▸ How to complete this task
Return, word for word, only the lines of the data below that lie between the line with "Annotation task. Read" and the line with "Quick job: Parse", those two lines included.

=== Provided records ===

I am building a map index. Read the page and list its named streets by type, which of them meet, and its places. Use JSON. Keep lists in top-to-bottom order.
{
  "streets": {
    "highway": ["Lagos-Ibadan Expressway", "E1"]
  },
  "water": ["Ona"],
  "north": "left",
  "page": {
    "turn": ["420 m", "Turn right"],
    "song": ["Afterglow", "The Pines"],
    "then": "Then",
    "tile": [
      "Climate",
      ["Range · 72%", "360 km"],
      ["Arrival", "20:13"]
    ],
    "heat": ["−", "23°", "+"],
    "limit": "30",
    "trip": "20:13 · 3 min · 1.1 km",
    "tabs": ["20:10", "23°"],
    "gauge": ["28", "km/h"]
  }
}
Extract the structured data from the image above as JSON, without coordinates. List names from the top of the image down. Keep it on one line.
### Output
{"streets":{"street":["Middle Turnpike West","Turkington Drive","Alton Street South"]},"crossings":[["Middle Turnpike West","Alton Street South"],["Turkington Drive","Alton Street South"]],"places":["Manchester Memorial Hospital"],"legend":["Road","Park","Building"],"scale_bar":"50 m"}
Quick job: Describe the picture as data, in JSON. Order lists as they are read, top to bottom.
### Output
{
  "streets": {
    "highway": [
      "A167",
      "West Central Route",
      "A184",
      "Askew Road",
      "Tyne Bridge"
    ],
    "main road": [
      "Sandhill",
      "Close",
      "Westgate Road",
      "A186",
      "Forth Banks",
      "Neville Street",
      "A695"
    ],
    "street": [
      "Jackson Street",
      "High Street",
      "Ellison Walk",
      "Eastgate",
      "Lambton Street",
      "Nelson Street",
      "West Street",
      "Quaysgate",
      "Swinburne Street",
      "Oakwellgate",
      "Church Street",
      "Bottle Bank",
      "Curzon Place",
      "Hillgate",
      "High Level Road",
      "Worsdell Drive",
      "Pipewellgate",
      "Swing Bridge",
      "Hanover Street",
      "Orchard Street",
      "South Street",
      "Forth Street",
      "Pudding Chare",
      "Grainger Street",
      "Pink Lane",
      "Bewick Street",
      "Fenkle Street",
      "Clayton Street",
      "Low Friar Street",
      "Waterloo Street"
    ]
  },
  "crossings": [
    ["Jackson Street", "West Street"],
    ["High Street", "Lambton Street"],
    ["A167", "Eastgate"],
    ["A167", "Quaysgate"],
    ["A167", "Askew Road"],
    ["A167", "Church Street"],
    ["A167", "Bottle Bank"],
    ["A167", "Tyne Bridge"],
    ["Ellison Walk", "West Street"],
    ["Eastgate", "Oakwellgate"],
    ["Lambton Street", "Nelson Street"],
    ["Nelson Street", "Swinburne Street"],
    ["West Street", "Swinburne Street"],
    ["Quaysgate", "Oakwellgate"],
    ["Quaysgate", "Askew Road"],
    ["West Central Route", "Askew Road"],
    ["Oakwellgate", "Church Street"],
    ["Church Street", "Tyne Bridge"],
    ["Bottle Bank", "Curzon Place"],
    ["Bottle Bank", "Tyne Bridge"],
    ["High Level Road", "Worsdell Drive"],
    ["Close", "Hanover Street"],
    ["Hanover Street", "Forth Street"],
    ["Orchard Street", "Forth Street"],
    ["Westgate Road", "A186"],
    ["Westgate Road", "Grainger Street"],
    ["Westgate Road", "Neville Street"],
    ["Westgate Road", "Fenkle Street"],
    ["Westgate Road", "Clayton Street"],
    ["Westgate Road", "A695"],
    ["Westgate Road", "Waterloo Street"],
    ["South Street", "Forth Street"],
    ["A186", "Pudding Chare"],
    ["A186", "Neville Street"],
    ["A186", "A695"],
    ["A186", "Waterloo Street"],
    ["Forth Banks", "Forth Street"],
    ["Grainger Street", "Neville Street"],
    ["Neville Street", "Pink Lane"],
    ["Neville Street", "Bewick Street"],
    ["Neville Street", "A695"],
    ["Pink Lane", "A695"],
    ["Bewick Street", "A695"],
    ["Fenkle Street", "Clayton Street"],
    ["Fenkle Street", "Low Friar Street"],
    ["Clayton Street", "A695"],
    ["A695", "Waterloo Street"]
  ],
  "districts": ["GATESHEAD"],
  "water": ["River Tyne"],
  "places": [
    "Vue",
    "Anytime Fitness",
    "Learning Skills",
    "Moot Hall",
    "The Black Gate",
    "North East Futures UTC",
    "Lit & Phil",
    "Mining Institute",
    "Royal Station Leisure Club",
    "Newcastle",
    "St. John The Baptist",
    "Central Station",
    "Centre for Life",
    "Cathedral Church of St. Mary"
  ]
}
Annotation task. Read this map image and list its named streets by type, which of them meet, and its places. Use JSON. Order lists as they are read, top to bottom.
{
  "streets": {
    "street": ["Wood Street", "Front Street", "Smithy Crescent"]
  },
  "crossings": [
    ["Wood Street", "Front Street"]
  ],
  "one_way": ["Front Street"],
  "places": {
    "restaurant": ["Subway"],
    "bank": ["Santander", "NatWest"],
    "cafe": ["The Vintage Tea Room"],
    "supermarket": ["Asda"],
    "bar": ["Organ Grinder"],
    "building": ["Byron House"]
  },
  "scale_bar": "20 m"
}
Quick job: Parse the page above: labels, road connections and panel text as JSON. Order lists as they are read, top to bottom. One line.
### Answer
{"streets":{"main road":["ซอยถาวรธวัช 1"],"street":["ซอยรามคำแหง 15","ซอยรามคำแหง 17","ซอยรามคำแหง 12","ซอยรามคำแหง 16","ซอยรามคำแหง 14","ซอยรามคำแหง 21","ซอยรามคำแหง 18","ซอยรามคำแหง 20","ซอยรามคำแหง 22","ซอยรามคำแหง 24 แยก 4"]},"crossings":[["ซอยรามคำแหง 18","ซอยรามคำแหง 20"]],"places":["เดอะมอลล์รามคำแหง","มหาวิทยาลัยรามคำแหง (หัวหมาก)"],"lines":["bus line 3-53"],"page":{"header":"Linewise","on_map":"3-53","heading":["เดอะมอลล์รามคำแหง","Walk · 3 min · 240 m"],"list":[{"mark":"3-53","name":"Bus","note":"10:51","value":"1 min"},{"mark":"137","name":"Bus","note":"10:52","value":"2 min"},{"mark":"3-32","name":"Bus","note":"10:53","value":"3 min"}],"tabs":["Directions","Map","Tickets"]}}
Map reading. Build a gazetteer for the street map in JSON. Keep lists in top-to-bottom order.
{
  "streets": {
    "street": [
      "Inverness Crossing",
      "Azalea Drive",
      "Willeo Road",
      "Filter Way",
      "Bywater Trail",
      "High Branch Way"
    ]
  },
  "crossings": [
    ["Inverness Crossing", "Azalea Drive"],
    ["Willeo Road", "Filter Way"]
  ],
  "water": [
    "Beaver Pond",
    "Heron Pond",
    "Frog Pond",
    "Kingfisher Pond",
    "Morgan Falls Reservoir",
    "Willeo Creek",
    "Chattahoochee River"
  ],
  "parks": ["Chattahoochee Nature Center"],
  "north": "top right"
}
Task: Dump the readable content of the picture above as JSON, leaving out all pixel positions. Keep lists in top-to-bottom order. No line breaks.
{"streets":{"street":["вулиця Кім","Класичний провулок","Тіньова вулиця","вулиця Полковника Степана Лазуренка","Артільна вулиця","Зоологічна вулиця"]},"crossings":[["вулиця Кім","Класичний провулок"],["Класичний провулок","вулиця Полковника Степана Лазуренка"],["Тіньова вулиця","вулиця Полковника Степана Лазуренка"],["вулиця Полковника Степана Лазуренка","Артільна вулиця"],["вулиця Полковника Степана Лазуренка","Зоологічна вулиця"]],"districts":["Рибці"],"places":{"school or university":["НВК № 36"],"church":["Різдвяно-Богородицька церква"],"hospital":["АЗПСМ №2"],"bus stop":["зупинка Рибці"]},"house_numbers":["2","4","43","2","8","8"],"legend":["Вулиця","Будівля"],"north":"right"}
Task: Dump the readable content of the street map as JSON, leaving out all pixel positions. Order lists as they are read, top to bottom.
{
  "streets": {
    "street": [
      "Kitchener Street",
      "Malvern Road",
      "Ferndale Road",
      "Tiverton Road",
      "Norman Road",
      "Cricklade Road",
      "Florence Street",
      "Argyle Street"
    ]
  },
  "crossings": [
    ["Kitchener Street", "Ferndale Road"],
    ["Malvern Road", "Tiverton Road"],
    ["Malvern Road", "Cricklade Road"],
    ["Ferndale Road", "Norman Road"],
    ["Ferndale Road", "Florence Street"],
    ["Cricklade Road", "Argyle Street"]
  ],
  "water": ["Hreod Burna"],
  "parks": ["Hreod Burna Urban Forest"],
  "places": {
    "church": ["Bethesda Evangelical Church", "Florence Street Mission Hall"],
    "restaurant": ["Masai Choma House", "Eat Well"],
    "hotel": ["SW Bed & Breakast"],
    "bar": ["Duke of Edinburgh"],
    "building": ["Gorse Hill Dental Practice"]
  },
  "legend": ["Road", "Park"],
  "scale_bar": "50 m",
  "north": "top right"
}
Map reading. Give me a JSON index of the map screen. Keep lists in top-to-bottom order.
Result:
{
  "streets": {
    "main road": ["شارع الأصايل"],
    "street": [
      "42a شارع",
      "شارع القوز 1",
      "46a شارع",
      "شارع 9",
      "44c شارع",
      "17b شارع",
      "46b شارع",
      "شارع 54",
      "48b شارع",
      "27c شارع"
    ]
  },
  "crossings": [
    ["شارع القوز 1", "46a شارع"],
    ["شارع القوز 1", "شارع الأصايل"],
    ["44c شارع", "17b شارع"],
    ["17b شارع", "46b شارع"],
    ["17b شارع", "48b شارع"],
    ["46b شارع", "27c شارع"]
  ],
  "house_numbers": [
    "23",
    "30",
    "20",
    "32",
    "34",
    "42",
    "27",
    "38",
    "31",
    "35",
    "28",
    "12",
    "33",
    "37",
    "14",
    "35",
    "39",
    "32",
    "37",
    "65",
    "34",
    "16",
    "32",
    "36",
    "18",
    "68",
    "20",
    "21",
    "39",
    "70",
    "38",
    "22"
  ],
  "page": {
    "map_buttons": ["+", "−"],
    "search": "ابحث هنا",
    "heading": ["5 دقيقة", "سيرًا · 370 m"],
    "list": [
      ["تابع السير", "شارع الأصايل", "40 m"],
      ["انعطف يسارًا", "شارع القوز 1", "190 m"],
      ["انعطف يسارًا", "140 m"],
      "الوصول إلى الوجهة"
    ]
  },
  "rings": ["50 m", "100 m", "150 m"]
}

===

▸ Expected answer
Annotation task. Read this map image and list its named streets by type, which of them meet, and its places. Use JSON. Order lists as they are read, top to bottom.
{
  "streets": {
    "street": ["Wood Street", "Front Street", "Smithy Crescent"]
  },
  "crossings": [
    ["Wood Street", "Front Street"]
  ],
  "one_way": ["Front Street"],
  "places": {
    "restaurant": ["Subway"],
    "bank": ["Santander", "NatWest"],
    "cafe": ["The Vintage Tea Room"],
    "supermarket": ["Asda"],
    "bar": ["Organ Grinder"],
    "building": ["Byron House"]
  },
  "scale_bar": "20 m"
}
Quick job: Parse the page above: labels, road connections and panel text as JSON. Order lists as they are read, top to bottom. One line.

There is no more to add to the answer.